By Canon Gerry Conroy
There is an old Italian proverb that says, ‘you catch more flies with honey than with vinegar.’ It came to mind when I read that first reading from Sunday’s Mass. There it seems to be that God had decided to change his approach to dealing with his people. Instead of working great wonders that showed his power with acts of violence, he was going to work great wonders that showed his power with acts of kindness.

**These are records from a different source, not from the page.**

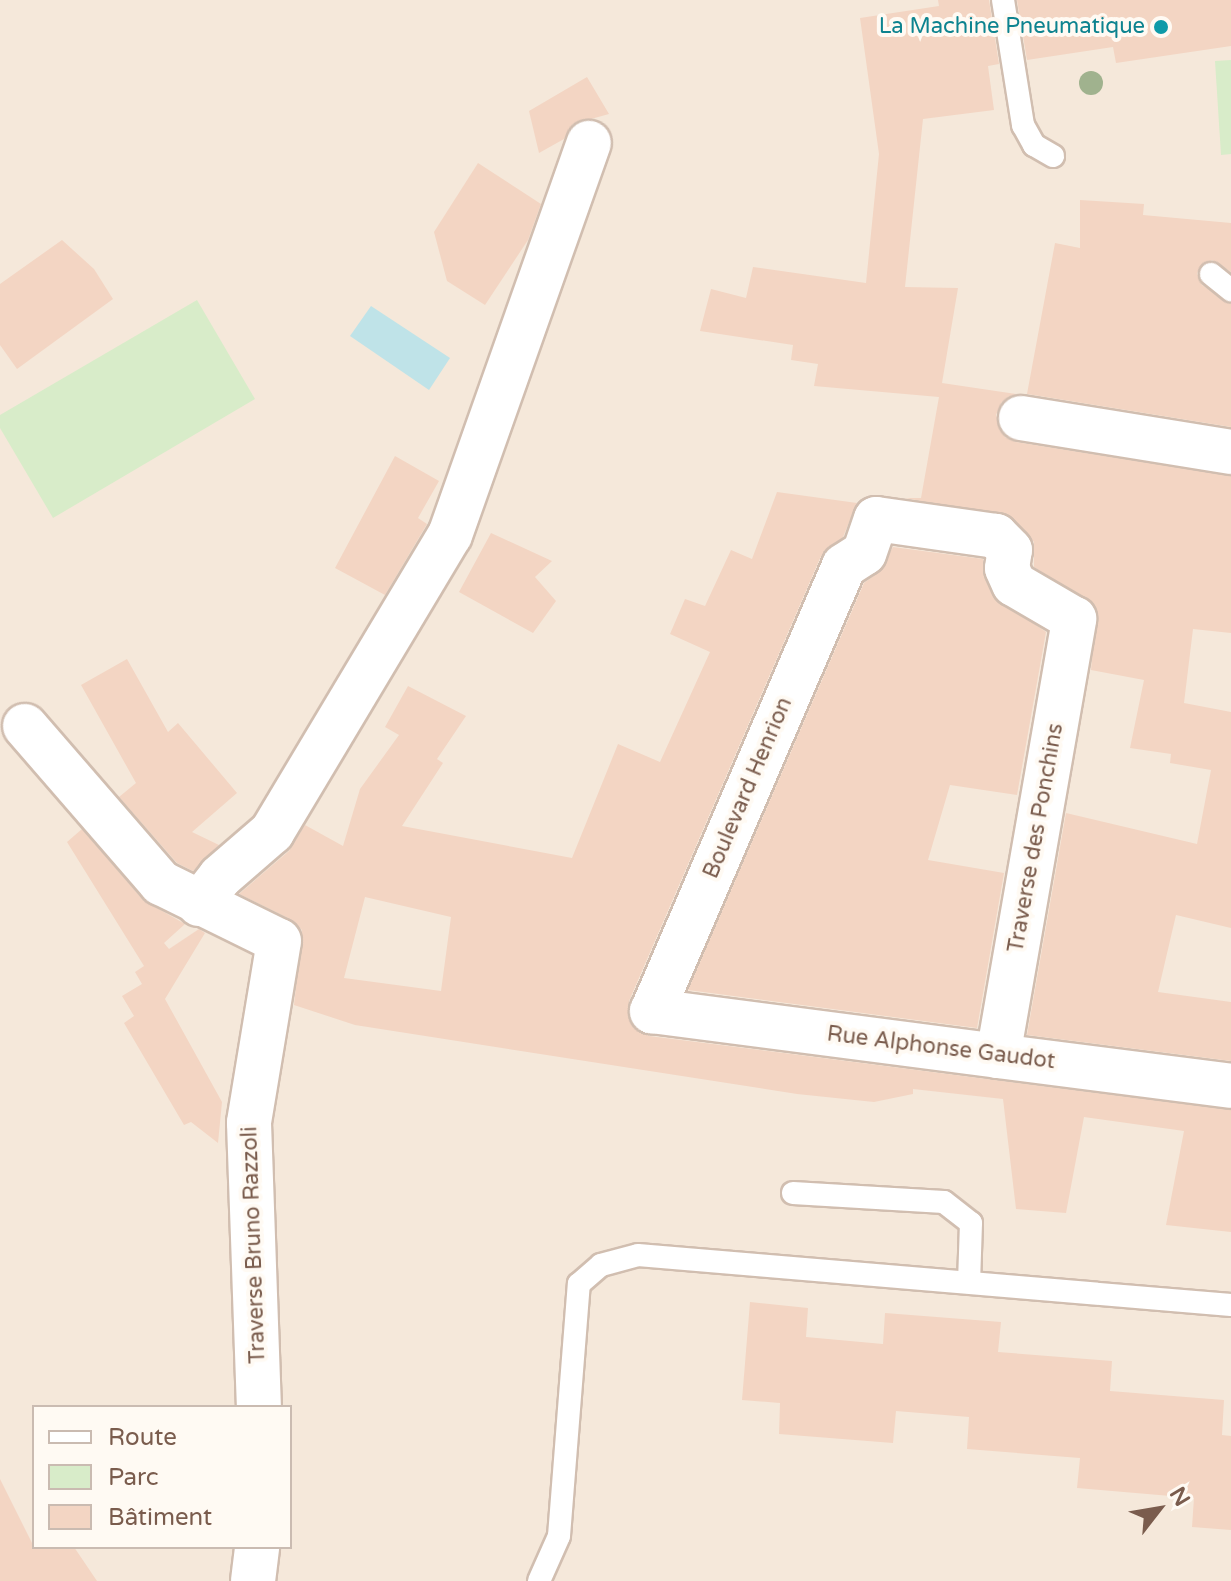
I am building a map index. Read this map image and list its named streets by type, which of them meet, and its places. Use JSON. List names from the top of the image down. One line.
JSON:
{"streets":{"street":["Boulevard Henrion","Traverse des Ponchins","Rue Alphonse Gaudot","Traverse Bruno Razzoli"]},"crossings":[["Boulevard Henrion","Traverse des Ponchins"],["Boulevard Henrion","Rue Alphonse Gaudot"],["Traverse des Ponchins","Rue Alphonse Gaudot"]],"places":["La Machine Pneumatique"],"legend":["Route","Parc","Bâtiment"],"north":"top right"}
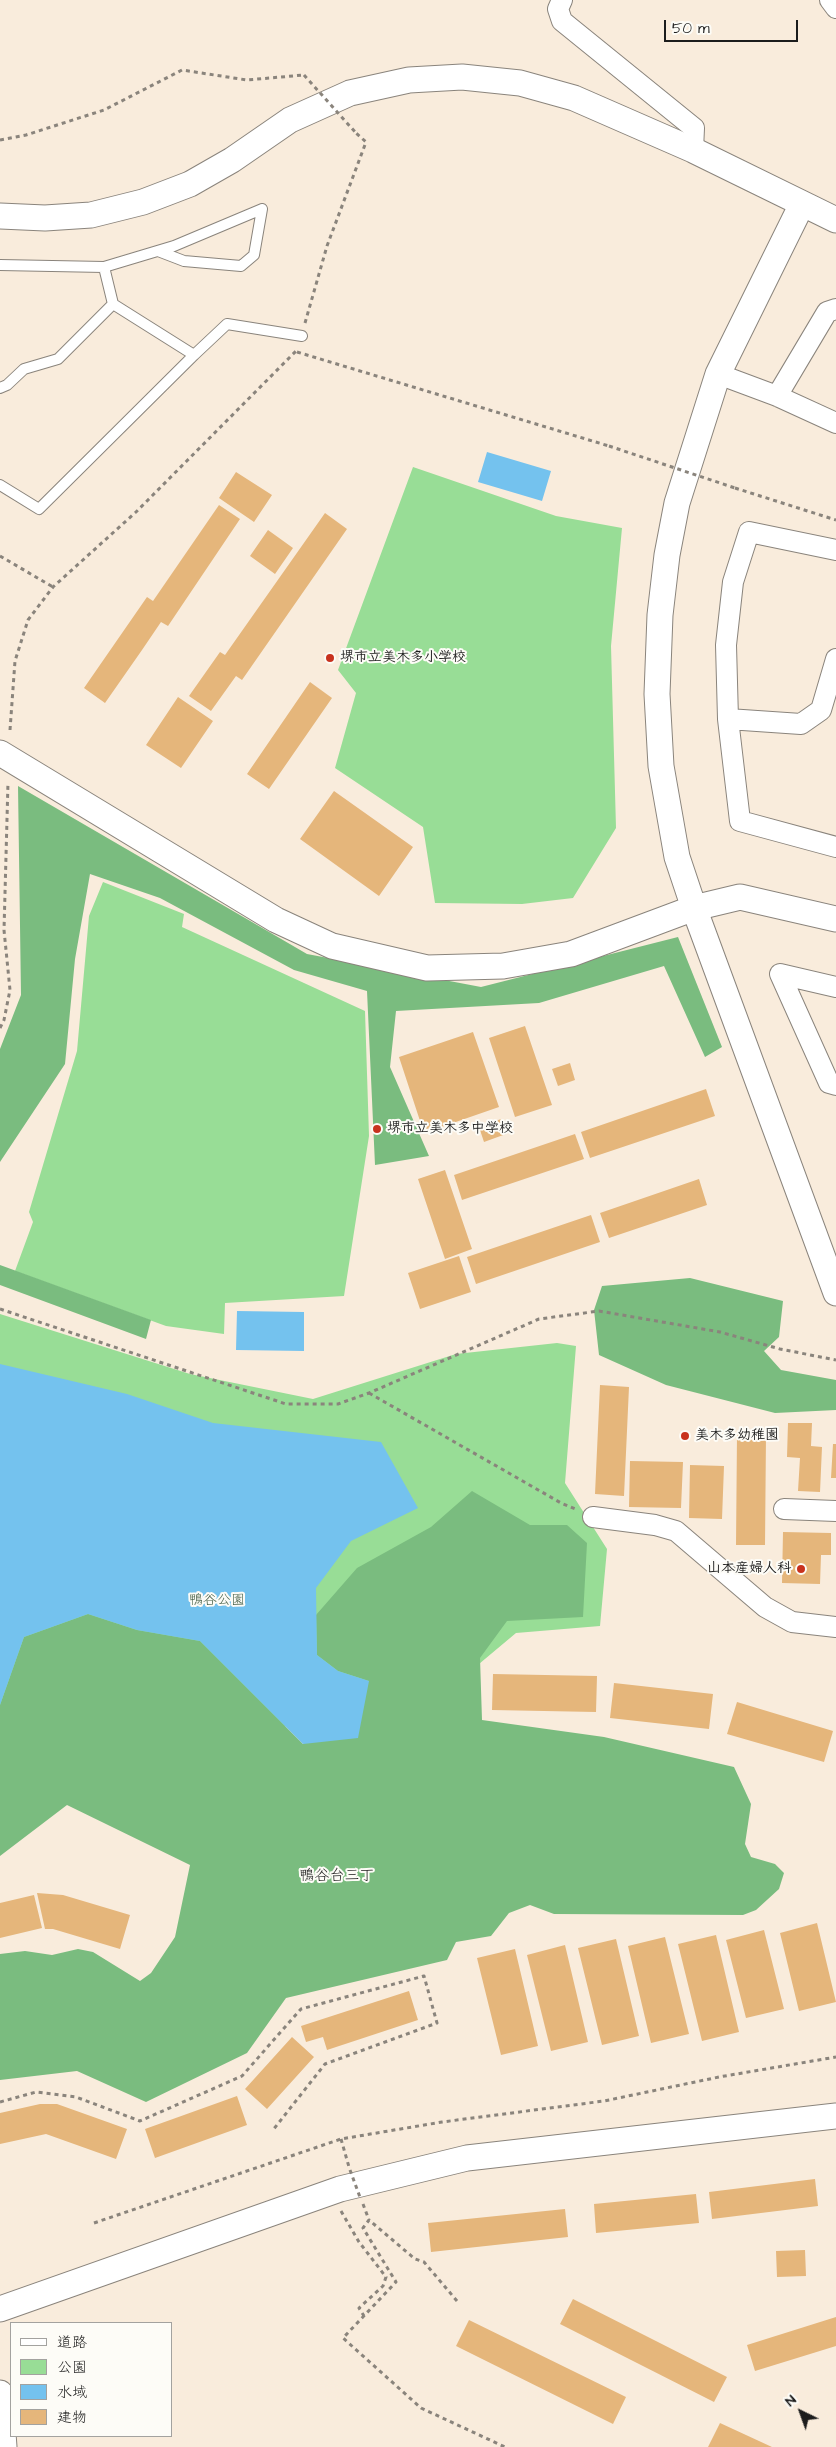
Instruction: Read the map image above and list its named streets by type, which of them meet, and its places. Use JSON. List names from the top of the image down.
{
  "districts": ["鴨谷台三丁"],
  "parks": ["鴨谷公園"],
  "places": [
    "堺市立美木多小学校",
    "堺市立美木多中学校",
    "美木多幼稚園",
    "山本産婦人科"
  ],
  "legend": [
    "道路",
    "公園",
    "水域",
    "建物"
  ],
  "scale_bar": "50 m",
  "north": "top left"
}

In violent times, in times of war and oppression, we all want to think that God is on our side and will help us get victory over the evil people that oppress us; after all it is about our freedom and getting justice and God surely also wants that and if violence is the only way left to us to get it, then violence it has to be. There are times for most people, I suspect, when violence still surges up from our stomachs in response to some wrong that has been done to us, when anger at some injustice requires a response from us. It is a sign of growing human maturity, I think, that we recognise that violence is not always the answer, perhaps even that violence is never the best answer.
The first reading reveals the Prophet Isaiah to have come to that stage of maturity, that we now take for granted: he wants to stop ascribing to God the violence that so marked a long tradition in Israel’s understanding of God as a mighty warrior. But if God’s majesty is not revealed in power to smite enemies, where is it revealed?

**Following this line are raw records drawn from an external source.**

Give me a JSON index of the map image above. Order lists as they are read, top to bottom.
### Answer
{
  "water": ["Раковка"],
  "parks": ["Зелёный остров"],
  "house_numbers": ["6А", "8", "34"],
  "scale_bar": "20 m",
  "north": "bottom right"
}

Perhaps that is also the point of the Gospel; his power is revealed in his mercy and compassion; it is revealed in the change of heart that he can bring about in people, turning violent hearts into hearts filled with compassion and mercy. I must say that looking at today’s world that would indeed be a greater miracle than bringing a powerful enemy to its knees.
St Paul is certainly an example of that power of God to change a person’s life: from being a fierce and violent opponent of Christ and his church to saying that nothing is more important to him than knowing Christ, that is as spectacular as persuading a mob intent on stoning the woman caught in adultery to put down their stones and walk away.
When you look at photographs of certain types of crowds protesting at some perceived wrong and see the
anger twisting their faces you can begin to grasp how difficult a thing it is to bring about a change. I confess that at times I wonder if there is more of the demonic in some protests than anything else, so twisted in anger are the faces of some people.
Is it not this anger and hate, this division amongst us, that is so opposed to the mercy and forgiveness of God that is the poison that spawns the violence in the first place? The Bible gives us this interesting insight into our human condition in the story of Original Sin with Adam and Eve. In its reflection on sin it tells us that the result is alienation: Adam and Eve are uncomfortable with one another, uncomfortable with God, uncomfortable even in their own skin. They can no longer enjoy in innocence the gifts of God; jealousy and anger and fear and shame now rise in our hearts and spoil what was once unspoilt.
That would truly be a great wonder; if God could show us His power by restoring to us a joy unspoilt by our sins; it would be much better than any show of power involving a violence that would force peace on us, persuading us to reject the disobedience of Adam and Eve and opt instead for mercy and forgiveness.
Is mercy and forgiveness really so powerful that it could achieve that? Perhaps we first need to pray that we will have the courage to try it.